▶ **Task brief**
Your task is to filter the entries and copy every line containing the string "value".
==== Provided material ====
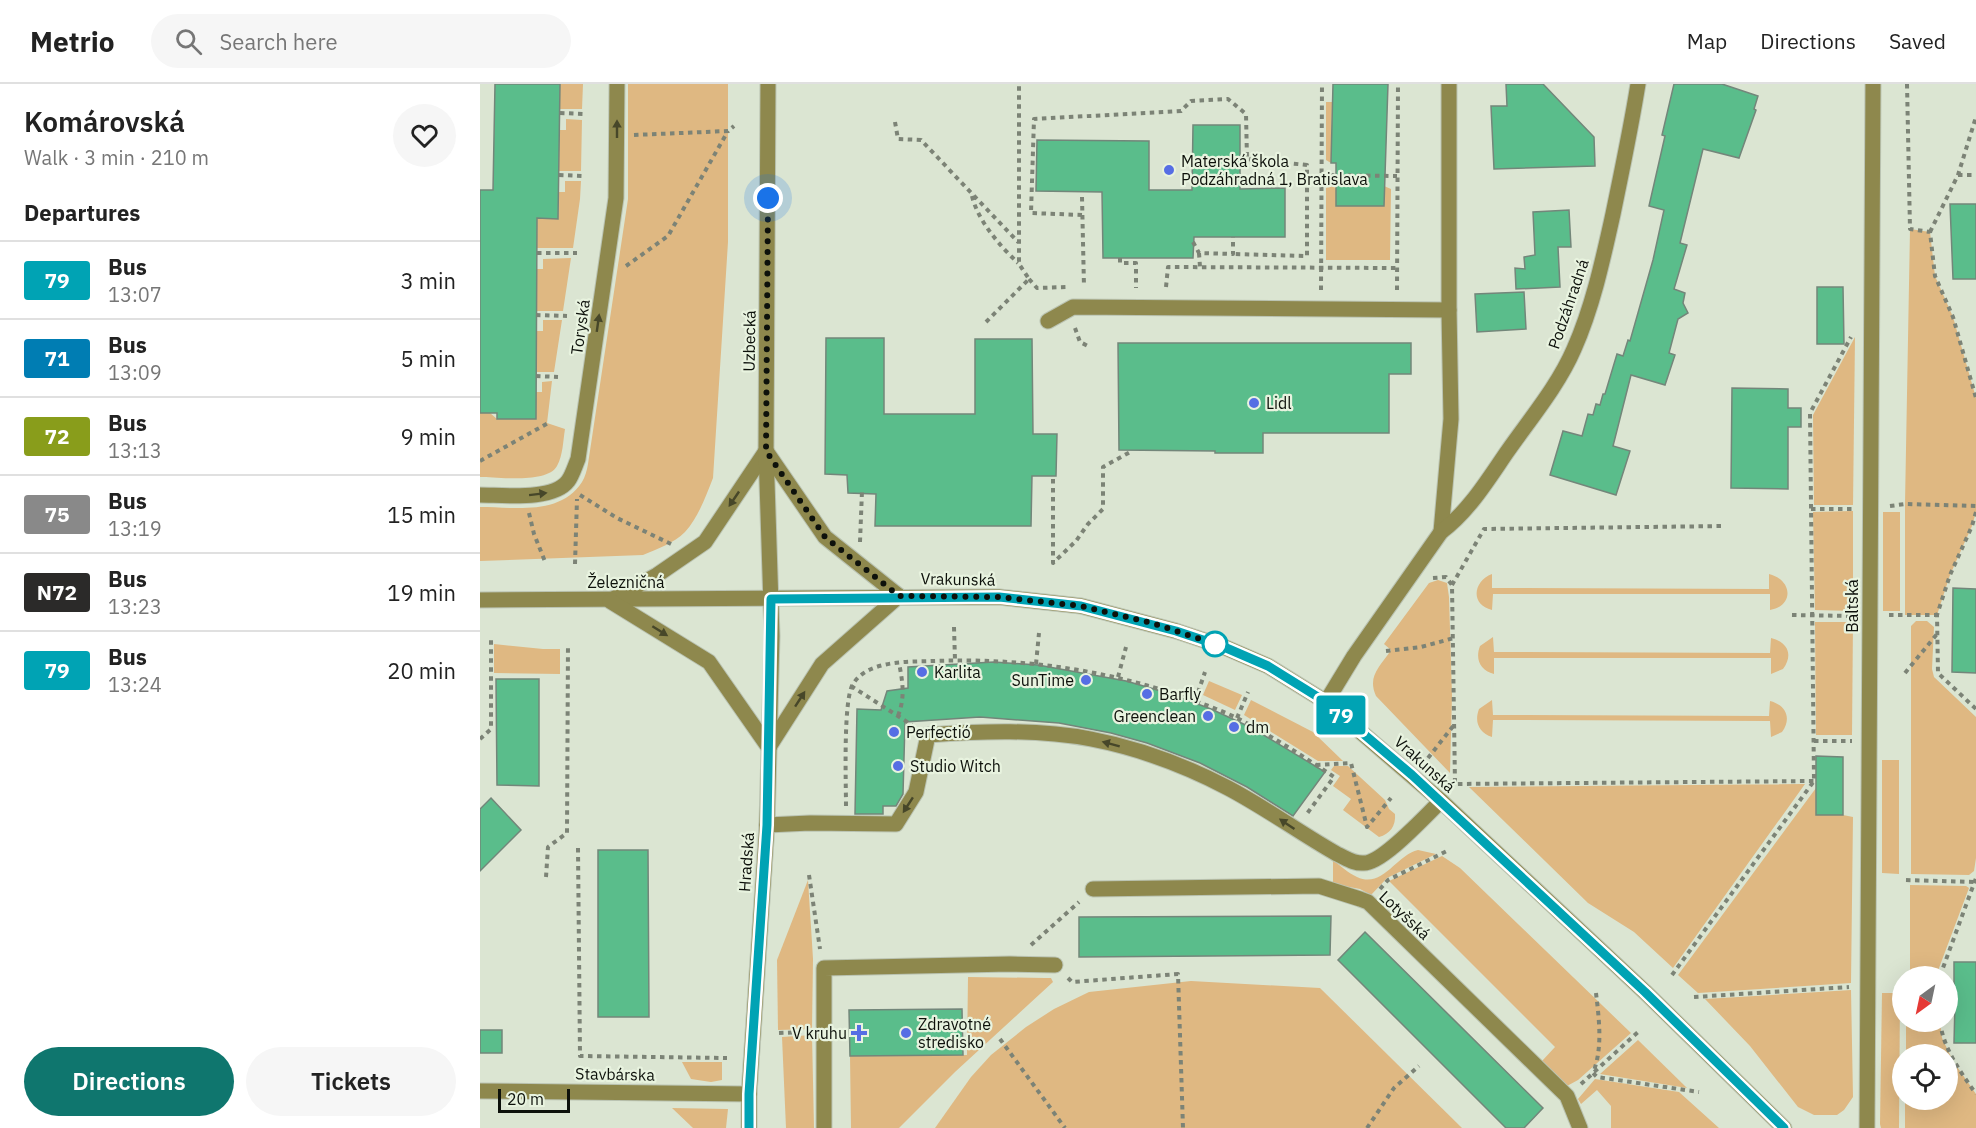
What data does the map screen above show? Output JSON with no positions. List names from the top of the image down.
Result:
{
  "streets": {
    "street": [
      "Podzáhradná",
      "Toryská",
      "Uzbecká",
      "Vrakunská",
      "Železničná",
      "Baltská",
      "Hradská",
      "Lotyšská",
      "Stavbárska"
    ]
  },
  "crossings": [
    ["Podzáhradná", "Vrakunská"],
    ["Uzbecká", "Vrakunská"],
    ["Uzbecká", "Železničná"],
    ["Uzbecká", "Hradská"],
    ["Vrakunská", "Železničná"],
    ["Vrakunská", "Hradská"],
    ["Železničná", "Hradská"],
    ["Hradská", "Stavbárska"]
  ],
  "one_way": ["Toryská"],
  "places": {
    "other": [
      "Materská škola Podzáhradná 1, Bratislava",
      "Lidl",
      "Karlita",
      "SunTime",
      "Barfly",
      "Greenclean",
      "dm",
      "Perfectió",
      "Studio Witch",
      "Zdravotné stredisko"
    ],
    "health": ["V kruhu"]
  },
  "lines": ["bus line 79"],
  "scale_bar": "20 m",
  "north": "bottom left",
  "page": {
    "header": "Metrio",
    "search": "Search here",
    "nav": ["Map", "Directions", "Saved"],
    "heading": [
      ["Komárovská", "Walk · 3 min · 210 m"],
      "Departures"
    ],
    "on_map": "79",
    "list": [
      {
        "mark": "79",
        "name": "Bus",
        "note": "13:07",
        "value": "3 min"
      },
      {
        "mark": "71",
        "name": "Bus",
        "note": "13:09",
        "value": "5 min"
      },
      {
        "mark": "72",
        "name": "Bus",
        "note": "13:13",
        "value": "9 min"
      },
      {
        "mark": "75",
        "name": "Bus",
        "note": "13:19",
        "value": "15 min"
      },
      {
        "mark": "N72",
        "name": "Bus",
        "note": "13:23",
        "value": "19 min"
      },
      {
        "mark": "79",
        "name": "Bus",
        "note": "13:24",
        "value": "20 min"
      }
    ],
    "buttons": ["Directions", "Tickets"],
    "scale": "20 m"
  }
}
====
▶ **Response**
        "value": "3 min"
        "value": "5 min"
        "value": "9 min"
        "value": "15 min"
        "value": "19 min"
        "value": "20 min"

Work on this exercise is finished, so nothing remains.